People may also purchase private health insurance themselves. Currently, unlike in employer-provided policies, privately purchased policies typically require applicants to be extensively evaluated. Insurance companies can then identify and reject applicants who are likely to require expensive care, including those who have certain preexisting disorders or who are likely to develop certain disorders. Many applicants are denied policies. Some cannot purchase private insurance at any price. For applicants who do qualify, costs can be much higher for a given policy than when it is purchased through a company or another large group. Part of the reason is high administrative costs, which often make up more than 30% of the total cost of health care.

The Affordable Care Act will prevent individual and group health insurance plans from denying coverage based on preexisting health conditions and from dropping coverage of people who have required costly care (termed rescission). The act will require companies to spend at least 80% of premium dollars on medical care (and not overhead). It will require people who do not have insurance coverage and who are not eligible for government insurance to purchase private insurance.

Government insurance programs

The largest government insurance programs include

  • Medicare (see Medicare), which funds health care for the elderly, the disabled, and people receiving long-term treatment with dialysis

  • Medicaid (see Medicaid ), which funds health care for certain people who are living below the poverty level and/or who have disabilities

Other government programs include

  • State Children’s Health Insurance Program: This program was designed to help provide coverage for uninsured children when their family's income was below average but too high to qualify for Medicaid. The federal government provides matching funds to states for health insurance for these families.
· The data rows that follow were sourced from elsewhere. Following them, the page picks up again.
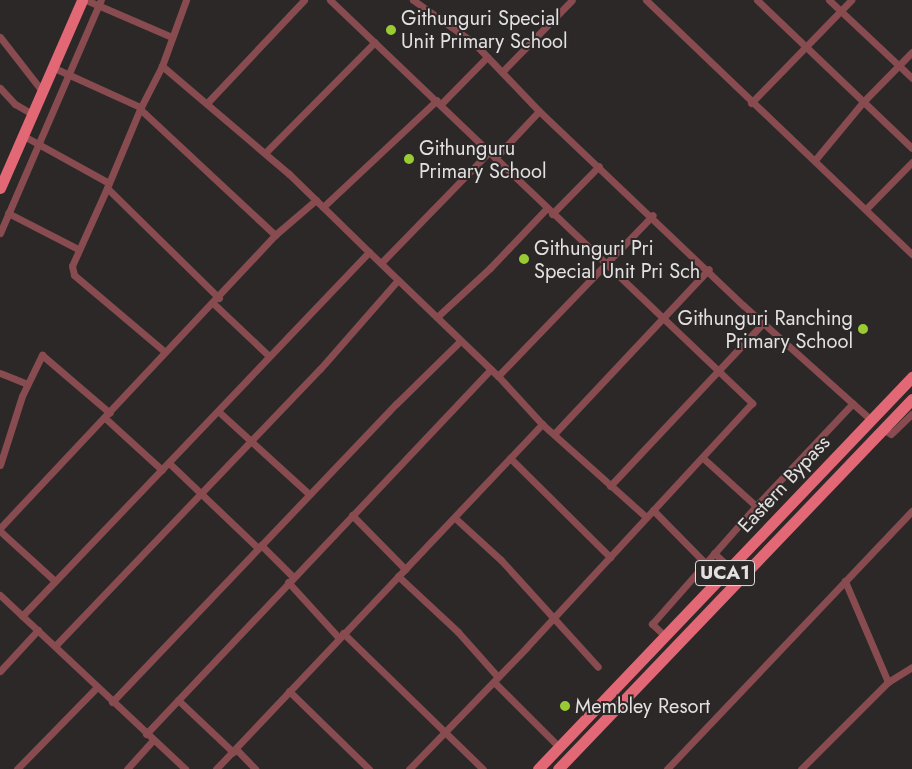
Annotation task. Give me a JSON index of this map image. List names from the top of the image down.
{
  "streets": {
    "main road": ["Eastern Bypass", "UCA1"]
  },
  "places": [
    "Githunguri Special Unit Primary School",
    "Githunguru Primary School",
    "Githunguri Pri Special Unit Pri Sch",
    "Githunguri Ranching Primary School",
    "Membley Resort"
  ]
}
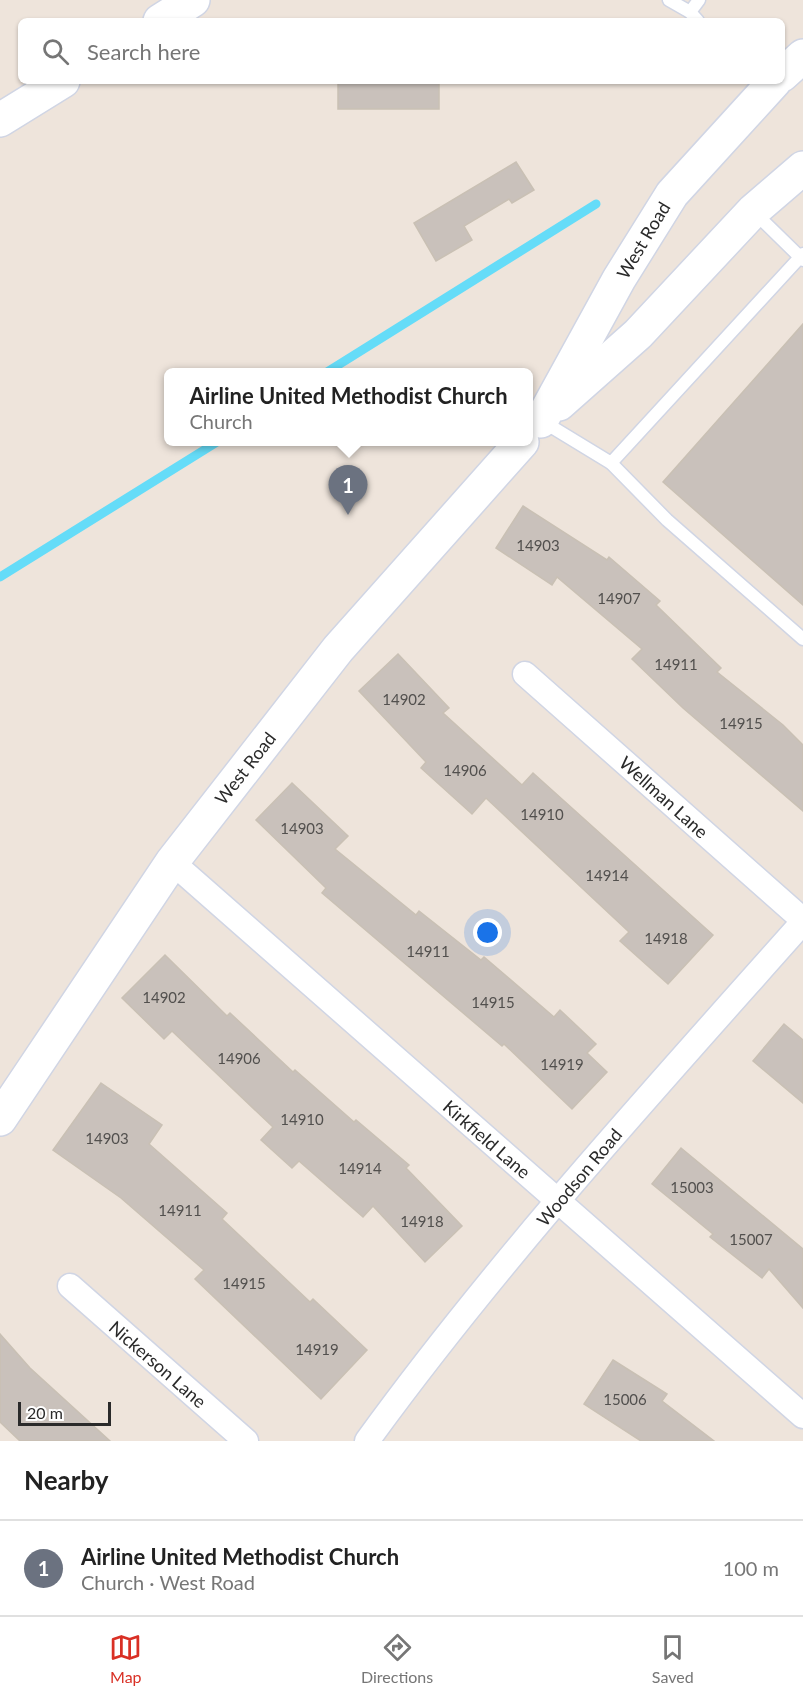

  • Tricare: This program covers about 9 million active duty and retired military personnel and their families. Some Tricare subscribers use government-provided care.

  • Veterans Health Administration (VHA): This government-operated health care system provides comprehensive health services to eligible military veterans. About 8 million veterans are enrolled.

  • Indian Health Service: This system of government hospitals and clinics provides health services to about 2 million American Indians and Alaskan natives living on or near a reservation.

Overall, about 30% of the population is covered by government insurance or government-provided care.

Out of pocket

When care is not covered by other sources, people pay out of their own funds. They often must use their savings to pay small bills and must borrow (including using credit cards) to pay large bills.

Flexible spending accounts are offered by some employers. Through these accounts, employees can choose to have a limited amount of money deducted from their paychecks to pay for out-of-pocket health care expenses. The money deducted is not subject to federal income taxes. However, the account does not earn interest, and if any money is unused at the end of the year, it is lost.

Health savings accounts can also be used to pay out-of-pocket expenses. These accounts earn interest, and any unused money is not lost. However, to be eligible to use a health savings account, people must have a health insurance plan that has lower premiums (the fee paid to have insurance) and higher deductibles (the fee paid each time a health service is used) than a traditional health plans. Such plans are called high-deductible health plans.

In the United States, about 17% of health care costs are paid for out-of-pocket. Having to pay for health care out-of-pocket contributes significantly to many bankruptcies in the United States.